◆ Data excerpts ◆
——

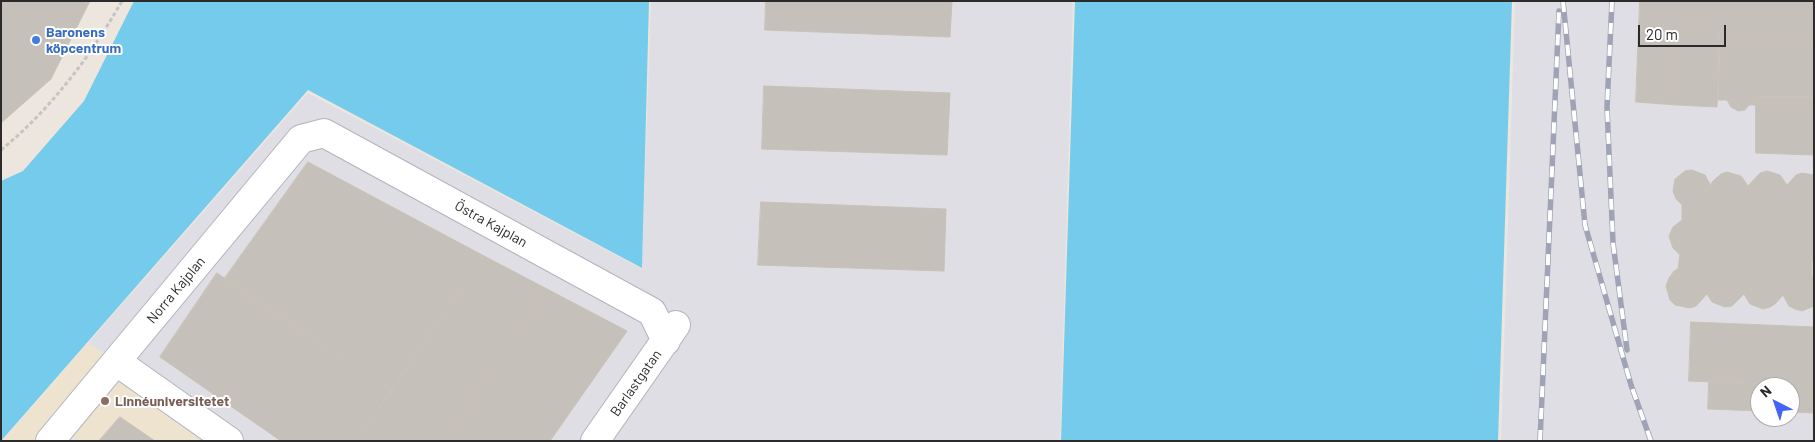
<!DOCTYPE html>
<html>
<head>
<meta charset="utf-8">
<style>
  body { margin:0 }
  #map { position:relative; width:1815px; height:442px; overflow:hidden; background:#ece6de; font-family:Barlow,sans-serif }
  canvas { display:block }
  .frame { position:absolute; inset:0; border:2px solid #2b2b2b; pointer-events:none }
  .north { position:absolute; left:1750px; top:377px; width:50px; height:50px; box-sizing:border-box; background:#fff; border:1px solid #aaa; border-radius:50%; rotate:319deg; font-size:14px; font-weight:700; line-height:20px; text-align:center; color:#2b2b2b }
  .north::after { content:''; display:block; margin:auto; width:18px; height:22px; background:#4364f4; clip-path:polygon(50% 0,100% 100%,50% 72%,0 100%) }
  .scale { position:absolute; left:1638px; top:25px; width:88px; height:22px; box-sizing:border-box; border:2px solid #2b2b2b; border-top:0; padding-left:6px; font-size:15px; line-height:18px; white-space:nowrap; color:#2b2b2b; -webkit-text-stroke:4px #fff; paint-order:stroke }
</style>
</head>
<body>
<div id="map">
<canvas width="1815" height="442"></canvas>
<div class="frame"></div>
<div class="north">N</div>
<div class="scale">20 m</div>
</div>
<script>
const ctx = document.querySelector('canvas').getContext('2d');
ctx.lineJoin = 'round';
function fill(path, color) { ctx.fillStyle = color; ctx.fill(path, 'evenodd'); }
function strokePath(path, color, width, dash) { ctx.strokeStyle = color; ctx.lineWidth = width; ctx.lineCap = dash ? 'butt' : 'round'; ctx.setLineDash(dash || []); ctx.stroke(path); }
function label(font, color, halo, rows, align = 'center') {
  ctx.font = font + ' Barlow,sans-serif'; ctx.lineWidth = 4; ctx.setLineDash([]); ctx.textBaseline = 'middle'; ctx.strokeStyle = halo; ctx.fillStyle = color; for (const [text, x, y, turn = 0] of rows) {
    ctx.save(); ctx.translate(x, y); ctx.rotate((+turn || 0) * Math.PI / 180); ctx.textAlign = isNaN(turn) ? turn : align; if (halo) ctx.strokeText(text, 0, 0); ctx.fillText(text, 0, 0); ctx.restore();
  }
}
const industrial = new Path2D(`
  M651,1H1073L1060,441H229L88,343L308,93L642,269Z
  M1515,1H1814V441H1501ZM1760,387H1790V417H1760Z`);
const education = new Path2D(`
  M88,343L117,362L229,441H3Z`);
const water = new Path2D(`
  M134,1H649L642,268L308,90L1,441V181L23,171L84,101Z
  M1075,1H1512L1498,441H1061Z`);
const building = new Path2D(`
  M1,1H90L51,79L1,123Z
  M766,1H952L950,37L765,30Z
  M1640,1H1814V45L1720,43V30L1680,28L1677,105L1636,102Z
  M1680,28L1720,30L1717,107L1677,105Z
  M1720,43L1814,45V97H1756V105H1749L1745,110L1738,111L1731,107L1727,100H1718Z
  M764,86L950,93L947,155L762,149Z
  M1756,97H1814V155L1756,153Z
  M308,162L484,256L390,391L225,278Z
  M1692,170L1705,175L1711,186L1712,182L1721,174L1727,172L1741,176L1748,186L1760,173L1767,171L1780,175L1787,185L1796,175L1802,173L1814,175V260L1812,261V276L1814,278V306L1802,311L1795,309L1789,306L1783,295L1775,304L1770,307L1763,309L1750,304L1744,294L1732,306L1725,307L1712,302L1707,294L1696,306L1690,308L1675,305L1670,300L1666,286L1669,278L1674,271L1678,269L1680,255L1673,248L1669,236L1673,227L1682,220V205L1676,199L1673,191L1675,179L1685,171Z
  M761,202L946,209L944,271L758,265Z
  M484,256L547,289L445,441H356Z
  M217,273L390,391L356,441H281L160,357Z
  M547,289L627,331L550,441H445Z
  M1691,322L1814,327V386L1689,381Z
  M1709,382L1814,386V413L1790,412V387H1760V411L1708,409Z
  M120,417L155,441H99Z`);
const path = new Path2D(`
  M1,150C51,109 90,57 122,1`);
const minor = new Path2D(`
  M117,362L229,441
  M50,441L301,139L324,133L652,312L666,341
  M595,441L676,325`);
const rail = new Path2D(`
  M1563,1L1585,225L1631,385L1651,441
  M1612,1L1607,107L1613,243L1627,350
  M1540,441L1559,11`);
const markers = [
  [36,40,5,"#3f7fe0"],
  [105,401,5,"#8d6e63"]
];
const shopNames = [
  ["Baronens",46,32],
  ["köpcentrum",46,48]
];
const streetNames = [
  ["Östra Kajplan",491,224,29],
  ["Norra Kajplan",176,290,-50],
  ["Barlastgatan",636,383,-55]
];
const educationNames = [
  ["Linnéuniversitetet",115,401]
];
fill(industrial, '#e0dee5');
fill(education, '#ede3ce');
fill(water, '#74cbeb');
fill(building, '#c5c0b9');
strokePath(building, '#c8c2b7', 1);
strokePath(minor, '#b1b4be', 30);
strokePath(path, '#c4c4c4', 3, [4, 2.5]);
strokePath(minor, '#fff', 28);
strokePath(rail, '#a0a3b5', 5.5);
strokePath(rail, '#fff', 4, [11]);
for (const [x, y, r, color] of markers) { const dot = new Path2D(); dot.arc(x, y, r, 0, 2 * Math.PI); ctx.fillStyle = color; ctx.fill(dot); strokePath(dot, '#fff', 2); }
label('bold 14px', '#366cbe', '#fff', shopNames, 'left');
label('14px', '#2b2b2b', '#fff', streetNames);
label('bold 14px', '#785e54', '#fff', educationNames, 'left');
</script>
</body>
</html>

——

◆ What the task requires ◆
Each line in the listing above that includes the word "turn" needs to be copied out.

◆ Response to the task ◆
  ctx.font = font + ' Barlow,sans-serif'; ctx.lineWidth = 4; ctx.setLineDash([]); ctx.textBaseline = 'middle'; ctx.strokeStyle = halo; ctx.fillStyle = color; for (const [text, x, y, turn = 0] of rows) {
    ctx.save(); ctx.translate(x, y); ctx.rotate((+turn || 0) * Math.PI / 180); ctx.textAlign = isNaN(turn) ? turn : align; if (halo) ctx.strokeText(text, 0, 0); ctx.fillText(text, 0, 0); ctx.restore();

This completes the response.